▶ Exercise description:
Print the entries exactly; no image belongs in the copy.
(Beginning of Dataset)
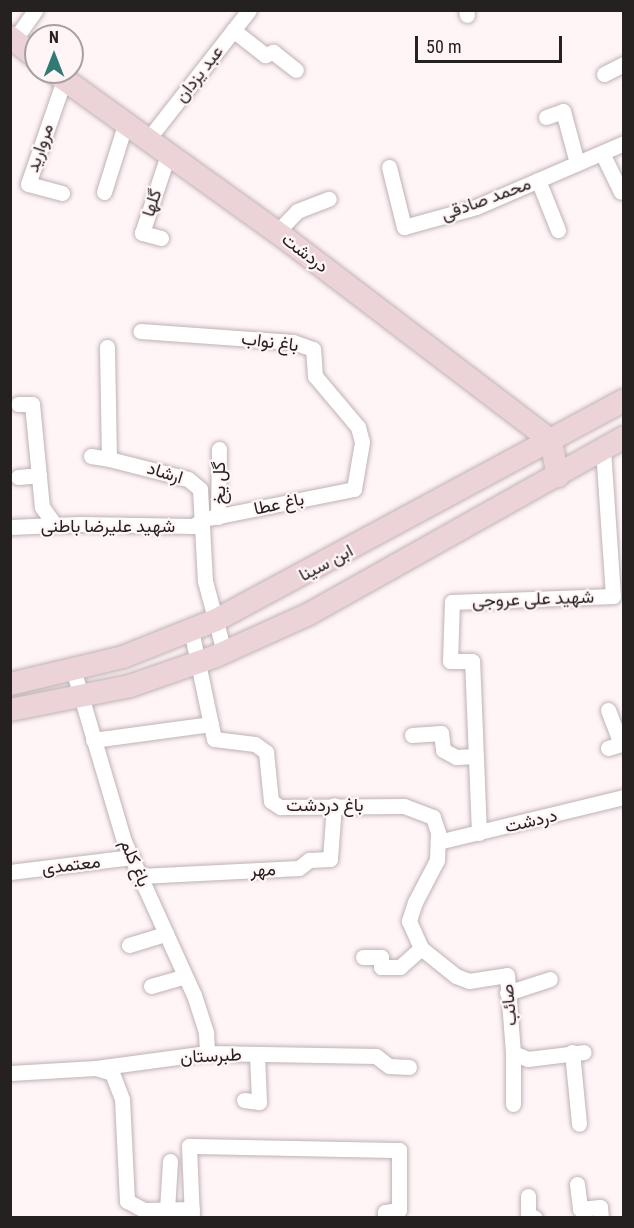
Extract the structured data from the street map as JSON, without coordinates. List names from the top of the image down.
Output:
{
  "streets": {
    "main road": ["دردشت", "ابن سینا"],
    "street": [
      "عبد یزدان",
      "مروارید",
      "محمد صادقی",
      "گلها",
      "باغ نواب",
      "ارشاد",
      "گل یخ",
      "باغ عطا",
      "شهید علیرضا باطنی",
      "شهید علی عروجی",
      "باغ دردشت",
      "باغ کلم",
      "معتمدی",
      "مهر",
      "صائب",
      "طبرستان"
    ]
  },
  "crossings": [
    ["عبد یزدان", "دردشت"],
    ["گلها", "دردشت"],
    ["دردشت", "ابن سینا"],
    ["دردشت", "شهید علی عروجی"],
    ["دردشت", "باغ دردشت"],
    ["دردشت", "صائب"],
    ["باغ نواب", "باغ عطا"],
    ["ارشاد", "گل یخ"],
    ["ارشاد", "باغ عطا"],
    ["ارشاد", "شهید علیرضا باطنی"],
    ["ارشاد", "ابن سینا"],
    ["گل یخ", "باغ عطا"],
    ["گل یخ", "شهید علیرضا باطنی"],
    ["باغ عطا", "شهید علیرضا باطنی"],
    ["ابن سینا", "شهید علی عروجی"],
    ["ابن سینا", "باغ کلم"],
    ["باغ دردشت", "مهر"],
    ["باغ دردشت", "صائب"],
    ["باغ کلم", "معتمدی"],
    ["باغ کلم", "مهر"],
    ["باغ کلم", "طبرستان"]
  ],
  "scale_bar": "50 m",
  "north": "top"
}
(End of Dataset)
▶ Reply:
Extract the structured data from the street map as JSON, without coordinates. List names from the top of the image down.
Output:
{
  "streets": {
    "main road": ["دردشت", "ابن سینا"],
    "street": [
      "عبد یزدان",
      "مروارید",
      "محمد صادقی",
      "گلها",
      "باغ نواب",
      "ارشاد",
      "گل یخ",
      "باغ عطا",
      "شهید علیرضا باطنی",
      "شهید علی عروجی",
      "باغ دردشت",
      "باغ کلم",
      "معتمدی",
      "مهر",
      "صائب",
      "طبرستان"
    ]
  },
  "crossings": [
    ["عبد یزدان", "دردشت"],
    ["گلها", "دردشت"],
    ["دردشت", "ابن سینا"],
    ["دردشت", "شهید علی عروجی"],
    ["دردشت", "باغ دردشت"],
    ["دردشت", "صائب"],
    ["باغ نواب", "باغ عطا"],
    ["ارشاد", "گل یخ"],
    ["ارشاد", "باغ عطا"],
    ["ارشاد", "شهید علیرضا باطنی"],
    ["ارشاد", "ابن سینا"],
    ["گل یخ", "باغ عطا"],
    ["گل یخ", "شهید علیرضا باطنی"],
    ["باغ عطا", "شهید علیرضا باطنی"],
    ["ابن سینا", "شهید علی عروجی"],
    ["ابن سینا", "باغ کلم"],
    ["باغ دردشت", "مهر"],
    ["باغ دردشت", "صائب"],
    ["باغ کلم", "معتمدی"],
    ["باغ کلم", "مهر"],
    ["باغ کلم", "طبرستان"]
  ],
  "scale_bar": "50 m",
  "north": "top"
}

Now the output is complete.